[Saved entries]
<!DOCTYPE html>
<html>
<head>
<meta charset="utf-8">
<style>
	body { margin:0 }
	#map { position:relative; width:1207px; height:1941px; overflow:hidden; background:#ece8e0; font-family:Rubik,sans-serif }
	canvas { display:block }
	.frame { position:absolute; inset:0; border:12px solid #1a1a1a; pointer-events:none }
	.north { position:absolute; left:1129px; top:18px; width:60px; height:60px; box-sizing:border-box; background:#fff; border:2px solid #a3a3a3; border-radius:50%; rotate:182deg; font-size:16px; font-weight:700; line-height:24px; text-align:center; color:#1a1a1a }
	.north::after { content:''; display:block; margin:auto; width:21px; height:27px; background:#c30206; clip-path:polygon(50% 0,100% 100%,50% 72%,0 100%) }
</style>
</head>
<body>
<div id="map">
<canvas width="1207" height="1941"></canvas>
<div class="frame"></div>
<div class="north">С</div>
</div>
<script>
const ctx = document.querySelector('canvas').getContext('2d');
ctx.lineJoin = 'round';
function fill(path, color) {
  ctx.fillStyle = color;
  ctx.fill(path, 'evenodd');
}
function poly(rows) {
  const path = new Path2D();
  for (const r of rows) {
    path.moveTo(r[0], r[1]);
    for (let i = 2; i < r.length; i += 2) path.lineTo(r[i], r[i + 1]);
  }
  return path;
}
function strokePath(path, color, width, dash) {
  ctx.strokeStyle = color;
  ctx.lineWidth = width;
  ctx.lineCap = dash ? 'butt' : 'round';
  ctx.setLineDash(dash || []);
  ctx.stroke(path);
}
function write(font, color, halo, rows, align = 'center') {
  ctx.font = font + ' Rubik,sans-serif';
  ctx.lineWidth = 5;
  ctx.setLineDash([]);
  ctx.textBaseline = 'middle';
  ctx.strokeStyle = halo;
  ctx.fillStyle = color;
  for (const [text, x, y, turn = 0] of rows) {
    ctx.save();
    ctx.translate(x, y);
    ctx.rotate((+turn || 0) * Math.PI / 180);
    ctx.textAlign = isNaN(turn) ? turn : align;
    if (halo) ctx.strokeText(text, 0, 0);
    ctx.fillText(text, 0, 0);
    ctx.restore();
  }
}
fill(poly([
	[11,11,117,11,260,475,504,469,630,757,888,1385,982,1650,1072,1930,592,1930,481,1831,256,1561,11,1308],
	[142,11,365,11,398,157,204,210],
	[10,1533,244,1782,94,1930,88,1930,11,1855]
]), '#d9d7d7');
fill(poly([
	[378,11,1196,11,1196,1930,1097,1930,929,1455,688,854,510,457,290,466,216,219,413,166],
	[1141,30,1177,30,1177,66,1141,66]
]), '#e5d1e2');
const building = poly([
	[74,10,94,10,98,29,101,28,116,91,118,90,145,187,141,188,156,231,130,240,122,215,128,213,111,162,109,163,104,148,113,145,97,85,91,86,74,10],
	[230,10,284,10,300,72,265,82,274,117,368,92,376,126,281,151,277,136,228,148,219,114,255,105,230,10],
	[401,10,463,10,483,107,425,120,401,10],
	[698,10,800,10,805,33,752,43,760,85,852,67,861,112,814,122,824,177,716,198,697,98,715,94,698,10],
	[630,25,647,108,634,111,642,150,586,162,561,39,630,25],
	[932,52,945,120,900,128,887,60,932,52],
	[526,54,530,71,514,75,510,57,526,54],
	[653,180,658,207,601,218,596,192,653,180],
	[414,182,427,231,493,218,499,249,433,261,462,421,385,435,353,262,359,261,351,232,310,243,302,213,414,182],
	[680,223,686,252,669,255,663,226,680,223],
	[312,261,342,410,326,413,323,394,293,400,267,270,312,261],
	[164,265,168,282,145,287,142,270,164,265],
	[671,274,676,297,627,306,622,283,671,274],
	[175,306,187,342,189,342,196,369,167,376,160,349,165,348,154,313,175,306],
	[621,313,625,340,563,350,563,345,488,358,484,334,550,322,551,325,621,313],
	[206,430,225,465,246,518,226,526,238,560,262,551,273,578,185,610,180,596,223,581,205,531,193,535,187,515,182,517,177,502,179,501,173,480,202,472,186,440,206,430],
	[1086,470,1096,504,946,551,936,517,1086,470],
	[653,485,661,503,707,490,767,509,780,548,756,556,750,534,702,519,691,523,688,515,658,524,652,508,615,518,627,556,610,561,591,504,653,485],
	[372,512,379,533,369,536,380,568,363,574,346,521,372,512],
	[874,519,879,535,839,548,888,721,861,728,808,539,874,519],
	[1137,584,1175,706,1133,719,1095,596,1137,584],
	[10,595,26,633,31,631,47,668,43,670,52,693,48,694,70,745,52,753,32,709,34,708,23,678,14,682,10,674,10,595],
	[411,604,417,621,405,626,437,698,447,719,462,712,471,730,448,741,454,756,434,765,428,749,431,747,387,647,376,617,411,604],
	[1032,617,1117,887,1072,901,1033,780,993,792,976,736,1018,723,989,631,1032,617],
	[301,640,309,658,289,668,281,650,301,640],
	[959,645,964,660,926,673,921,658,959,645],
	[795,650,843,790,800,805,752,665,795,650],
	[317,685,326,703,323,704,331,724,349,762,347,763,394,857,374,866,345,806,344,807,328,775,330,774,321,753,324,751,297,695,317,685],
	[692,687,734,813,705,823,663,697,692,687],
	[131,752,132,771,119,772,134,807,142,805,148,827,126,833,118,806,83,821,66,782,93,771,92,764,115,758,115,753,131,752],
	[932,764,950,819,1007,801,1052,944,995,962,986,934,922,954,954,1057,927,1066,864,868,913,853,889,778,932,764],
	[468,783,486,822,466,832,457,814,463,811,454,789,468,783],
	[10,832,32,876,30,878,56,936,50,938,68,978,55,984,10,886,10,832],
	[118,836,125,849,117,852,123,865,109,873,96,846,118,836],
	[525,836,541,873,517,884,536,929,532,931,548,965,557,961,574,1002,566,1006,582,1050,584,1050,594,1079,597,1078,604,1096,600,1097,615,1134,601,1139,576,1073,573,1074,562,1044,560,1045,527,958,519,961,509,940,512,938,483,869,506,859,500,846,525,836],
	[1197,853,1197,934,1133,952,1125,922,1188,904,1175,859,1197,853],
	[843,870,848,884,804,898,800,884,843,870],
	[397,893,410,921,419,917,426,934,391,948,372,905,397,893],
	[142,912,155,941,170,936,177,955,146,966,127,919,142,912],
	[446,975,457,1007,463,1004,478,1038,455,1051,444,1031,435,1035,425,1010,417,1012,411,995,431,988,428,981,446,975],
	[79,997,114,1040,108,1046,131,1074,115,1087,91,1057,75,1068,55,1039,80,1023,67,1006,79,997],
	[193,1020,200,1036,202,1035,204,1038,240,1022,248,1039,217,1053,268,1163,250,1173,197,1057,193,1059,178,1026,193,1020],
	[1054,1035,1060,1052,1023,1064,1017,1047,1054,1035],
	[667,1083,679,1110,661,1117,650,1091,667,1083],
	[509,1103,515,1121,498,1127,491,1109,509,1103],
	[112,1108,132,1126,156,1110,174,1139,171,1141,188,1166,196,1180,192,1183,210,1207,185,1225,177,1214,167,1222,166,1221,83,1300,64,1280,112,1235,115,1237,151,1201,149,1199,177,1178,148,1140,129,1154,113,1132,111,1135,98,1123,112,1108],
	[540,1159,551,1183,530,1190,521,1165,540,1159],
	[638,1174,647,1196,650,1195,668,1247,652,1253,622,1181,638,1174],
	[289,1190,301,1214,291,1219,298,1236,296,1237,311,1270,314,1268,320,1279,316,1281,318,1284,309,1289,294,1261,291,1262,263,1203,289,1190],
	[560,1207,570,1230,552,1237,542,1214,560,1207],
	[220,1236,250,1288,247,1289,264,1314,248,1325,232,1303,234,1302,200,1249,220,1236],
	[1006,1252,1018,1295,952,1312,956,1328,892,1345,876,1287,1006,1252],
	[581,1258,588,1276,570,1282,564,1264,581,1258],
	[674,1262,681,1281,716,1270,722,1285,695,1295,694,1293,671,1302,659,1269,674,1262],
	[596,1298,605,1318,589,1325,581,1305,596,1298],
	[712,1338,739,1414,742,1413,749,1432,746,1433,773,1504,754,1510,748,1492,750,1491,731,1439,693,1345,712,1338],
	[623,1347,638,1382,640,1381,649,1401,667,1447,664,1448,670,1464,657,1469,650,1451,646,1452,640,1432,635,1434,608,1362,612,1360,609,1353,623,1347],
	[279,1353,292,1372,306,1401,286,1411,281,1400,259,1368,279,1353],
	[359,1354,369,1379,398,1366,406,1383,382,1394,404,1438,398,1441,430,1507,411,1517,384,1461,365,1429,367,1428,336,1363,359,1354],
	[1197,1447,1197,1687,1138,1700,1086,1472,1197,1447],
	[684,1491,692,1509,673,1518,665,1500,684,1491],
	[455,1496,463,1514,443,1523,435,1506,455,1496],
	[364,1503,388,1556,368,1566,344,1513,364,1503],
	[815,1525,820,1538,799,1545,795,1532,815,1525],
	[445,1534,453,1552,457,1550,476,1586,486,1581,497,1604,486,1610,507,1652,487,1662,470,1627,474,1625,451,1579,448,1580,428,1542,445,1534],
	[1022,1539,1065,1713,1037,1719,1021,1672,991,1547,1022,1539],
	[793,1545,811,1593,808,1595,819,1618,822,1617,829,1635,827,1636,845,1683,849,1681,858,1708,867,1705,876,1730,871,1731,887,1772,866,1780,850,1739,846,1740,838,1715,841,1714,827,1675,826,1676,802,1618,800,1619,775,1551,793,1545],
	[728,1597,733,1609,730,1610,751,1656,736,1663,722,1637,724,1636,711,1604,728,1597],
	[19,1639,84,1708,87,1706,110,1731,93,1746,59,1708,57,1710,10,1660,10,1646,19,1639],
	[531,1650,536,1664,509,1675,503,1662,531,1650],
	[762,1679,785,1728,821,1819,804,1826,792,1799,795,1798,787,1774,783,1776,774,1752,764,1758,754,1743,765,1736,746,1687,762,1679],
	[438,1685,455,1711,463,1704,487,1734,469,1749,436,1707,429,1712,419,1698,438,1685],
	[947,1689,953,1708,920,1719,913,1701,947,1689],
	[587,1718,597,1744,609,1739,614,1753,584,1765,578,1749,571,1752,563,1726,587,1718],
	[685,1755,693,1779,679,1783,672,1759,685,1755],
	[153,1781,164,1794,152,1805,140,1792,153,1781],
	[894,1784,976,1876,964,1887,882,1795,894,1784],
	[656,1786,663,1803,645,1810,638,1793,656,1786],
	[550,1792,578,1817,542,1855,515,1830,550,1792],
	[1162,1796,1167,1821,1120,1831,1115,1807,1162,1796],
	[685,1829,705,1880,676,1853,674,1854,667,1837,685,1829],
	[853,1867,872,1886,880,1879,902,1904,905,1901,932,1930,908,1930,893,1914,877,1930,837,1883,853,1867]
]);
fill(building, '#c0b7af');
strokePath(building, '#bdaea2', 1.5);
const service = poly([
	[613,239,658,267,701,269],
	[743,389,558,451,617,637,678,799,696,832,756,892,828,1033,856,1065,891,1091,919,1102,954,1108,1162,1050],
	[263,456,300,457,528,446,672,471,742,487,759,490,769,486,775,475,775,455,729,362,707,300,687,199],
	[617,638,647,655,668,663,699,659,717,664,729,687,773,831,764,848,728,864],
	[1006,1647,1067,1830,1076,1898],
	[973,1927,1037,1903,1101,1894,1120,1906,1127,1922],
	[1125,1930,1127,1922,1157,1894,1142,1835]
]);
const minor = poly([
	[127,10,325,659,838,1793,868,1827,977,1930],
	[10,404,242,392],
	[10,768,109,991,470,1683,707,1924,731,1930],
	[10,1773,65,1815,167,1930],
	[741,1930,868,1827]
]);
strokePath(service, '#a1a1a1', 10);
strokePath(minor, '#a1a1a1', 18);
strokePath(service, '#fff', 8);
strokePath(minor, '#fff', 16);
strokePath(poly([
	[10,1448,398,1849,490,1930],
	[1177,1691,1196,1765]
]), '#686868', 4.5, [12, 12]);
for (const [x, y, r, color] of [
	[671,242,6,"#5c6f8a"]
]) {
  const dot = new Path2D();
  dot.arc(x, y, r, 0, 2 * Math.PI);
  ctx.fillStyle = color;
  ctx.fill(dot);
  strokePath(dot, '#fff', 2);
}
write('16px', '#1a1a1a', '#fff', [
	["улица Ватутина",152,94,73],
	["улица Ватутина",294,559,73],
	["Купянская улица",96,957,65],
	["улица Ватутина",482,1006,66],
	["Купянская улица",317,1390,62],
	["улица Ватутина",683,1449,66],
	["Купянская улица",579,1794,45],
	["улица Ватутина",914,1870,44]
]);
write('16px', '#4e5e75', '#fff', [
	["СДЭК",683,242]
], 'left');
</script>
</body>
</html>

Work required:
What you give back should be exactly the lines of the data above from the line with "ctx.rotate((+turn || 0) * Math.PI / 180);" through the line with "[1141,30,1177,30,1177,66,1141,66]", both of those included, and nothing more.

Result below:
    ctx.rotate((+turn || 0) * Math.PI / 180);
    ctx.textAlign = isNaN(turn) ? turn : align;
    if (halo) ctx.strokeText(text, 0, 0);
    ctx.fillText(text, 0, 0);
    ctx.restore();
  }
}
fill(poly([
	[11,11,117,11,260,475,504,469,630,757,888,1385,982,1650,1072,1930,592,1930,481,1831,256,1561,11,1308],
	[142,11,365,11,398,157,204,210],
	[10,1533,244,1782,94,1930,88,1930,11,1855]
]), '#d9d7d7');
fill(poly([
	[378,11,1196,11,1196,1930,1097,1930,929,1455,688,854,510,457,290,466,216,219,413,166],
	[1141,30,1177,30,1177,66,1141,66]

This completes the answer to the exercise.